Can we predict San Francisco car break-ins? - Data Science Question


I was wondering recently about a recurring problem I see in San Francisco which is the increasing number of car break in’s through “smashing” the back window; therefore shattering it. I was talking with my friend about how data science may be able to create some kind of algorithm to track all the instances (locations) in the city and if they found out around what time and day the window was broken they might be able to create some patterns and therefore help people park their car in safer neighborhoods / better times in the day, etc.

Do you really think this is a feasible hypothesis? Could data science help car owners avoid car break ins?

Just curious about it! Let me know your thoughts if you have any!

1 Like

So I guess I see two questions.

The first is to “help people park their car in safer neighborhoods / better times in the day”. Algorithm itself doesn’t track locations/instances, produce data out of nowhere. But I am sure there are publicly available sources having those data, such as police authority posting crime data, with the time and location that each instance happened. In fact, I found a this website does a beautiful visualization on car break-ins in SF.

The second is to find the real reasons behind higher break-ins, maybe it’s higher number of homeless people on the road, maybe it’s because the unemployment rate goes up, or maybe it’s even because people are buying better cars, you don’t know, but you could come up with hypothesis and use data to validate your hypothesis. If your model is accurate, you could do prediction tasks, something like given these features, what would be the number of break-ins happening next month? It could have applications in insurance industry I believe.


Thanks Siyu for providing the link, it is super insightful. I can also check out where I live to see if the number is reasonable. Also, potentially would be good for visitors to know as it seems to target some tourist locations.

I hope one day we can create “smash proof windows” or some other ways to prevent these crimes. Thanks for your input.

Here is a heatmap by time of day animation I generated using the data that was provided in Siyu Tao’s link. The heatmap is generated by hour and only includes theft/larceny from vehicle data points.


This second image is the same data but not aggregated by time.

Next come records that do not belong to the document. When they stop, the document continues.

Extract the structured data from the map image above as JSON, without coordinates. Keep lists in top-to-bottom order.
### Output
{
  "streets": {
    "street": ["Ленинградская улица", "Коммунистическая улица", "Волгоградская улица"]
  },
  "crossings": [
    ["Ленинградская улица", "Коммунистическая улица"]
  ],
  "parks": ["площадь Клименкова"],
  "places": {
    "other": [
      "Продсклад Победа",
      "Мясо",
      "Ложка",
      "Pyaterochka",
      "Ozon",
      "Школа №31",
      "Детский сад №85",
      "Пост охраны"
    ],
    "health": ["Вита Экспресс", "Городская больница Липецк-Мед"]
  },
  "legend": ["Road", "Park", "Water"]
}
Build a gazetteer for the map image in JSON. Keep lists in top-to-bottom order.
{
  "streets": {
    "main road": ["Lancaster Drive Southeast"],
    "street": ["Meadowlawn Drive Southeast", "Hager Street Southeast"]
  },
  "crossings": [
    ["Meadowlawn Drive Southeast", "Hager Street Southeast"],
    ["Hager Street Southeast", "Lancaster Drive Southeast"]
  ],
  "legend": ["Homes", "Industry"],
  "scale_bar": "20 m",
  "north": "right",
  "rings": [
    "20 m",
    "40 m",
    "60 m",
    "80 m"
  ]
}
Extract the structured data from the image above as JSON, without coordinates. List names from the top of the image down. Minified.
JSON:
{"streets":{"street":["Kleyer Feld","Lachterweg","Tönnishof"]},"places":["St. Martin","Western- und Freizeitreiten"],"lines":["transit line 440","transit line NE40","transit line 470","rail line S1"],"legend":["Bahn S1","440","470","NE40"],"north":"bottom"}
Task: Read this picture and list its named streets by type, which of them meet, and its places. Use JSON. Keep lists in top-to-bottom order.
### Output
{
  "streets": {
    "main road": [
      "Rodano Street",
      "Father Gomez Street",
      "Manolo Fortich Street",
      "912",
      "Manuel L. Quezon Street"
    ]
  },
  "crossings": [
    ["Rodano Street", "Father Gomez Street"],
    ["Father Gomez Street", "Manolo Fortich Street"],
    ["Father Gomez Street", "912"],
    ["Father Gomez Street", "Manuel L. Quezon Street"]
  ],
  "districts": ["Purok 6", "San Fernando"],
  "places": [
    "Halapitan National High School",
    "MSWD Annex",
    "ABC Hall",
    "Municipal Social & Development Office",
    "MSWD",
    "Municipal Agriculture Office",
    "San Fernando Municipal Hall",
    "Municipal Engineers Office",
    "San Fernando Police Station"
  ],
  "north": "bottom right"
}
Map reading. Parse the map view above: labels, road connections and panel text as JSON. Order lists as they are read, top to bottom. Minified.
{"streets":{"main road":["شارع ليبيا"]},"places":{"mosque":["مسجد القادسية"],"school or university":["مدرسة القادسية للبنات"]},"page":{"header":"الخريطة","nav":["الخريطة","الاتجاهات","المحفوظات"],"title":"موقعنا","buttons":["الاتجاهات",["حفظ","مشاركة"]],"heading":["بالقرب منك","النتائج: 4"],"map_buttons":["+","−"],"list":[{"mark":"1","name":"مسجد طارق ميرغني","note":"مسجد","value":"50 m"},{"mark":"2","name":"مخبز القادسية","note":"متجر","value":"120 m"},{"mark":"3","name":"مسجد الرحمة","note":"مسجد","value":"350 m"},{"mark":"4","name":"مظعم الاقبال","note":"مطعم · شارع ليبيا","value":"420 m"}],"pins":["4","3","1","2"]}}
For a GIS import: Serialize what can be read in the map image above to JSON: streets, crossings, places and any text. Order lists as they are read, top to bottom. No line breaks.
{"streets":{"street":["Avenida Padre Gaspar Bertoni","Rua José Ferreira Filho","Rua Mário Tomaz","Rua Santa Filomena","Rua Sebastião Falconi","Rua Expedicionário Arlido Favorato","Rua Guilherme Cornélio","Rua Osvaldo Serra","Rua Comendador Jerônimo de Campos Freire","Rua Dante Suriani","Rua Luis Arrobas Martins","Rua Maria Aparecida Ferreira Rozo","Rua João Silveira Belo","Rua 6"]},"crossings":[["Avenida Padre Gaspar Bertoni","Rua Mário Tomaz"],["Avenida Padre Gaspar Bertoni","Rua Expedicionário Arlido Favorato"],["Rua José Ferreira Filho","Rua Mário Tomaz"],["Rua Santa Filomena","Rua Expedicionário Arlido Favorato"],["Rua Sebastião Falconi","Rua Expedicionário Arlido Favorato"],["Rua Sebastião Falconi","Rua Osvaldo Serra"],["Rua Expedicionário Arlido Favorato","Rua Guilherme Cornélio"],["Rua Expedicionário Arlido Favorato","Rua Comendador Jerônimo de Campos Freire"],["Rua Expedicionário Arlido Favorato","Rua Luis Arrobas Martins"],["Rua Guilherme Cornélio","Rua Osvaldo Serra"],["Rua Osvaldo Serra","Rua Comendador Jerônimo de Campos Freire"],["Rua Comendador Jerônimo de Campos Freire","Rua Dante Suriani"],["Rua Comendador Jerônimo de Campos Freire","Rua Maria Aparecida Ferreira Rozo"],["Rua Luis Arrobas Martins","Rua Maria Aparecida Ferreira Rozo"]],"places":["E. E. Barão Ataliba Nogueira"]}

I don’t know how helpful this is in terms of helping people find safer places to park, or how helpful any further exploration of the data would be. Though, there is some really hot spots in street corners such as Twin Peaks and Ocean Beach but they are too concentrated to produce anything meaningful on large heatmaps. Maybe if we have foot-traffic data, we can see that the thieves are more daring if there’s less chance of people witnessing a crime?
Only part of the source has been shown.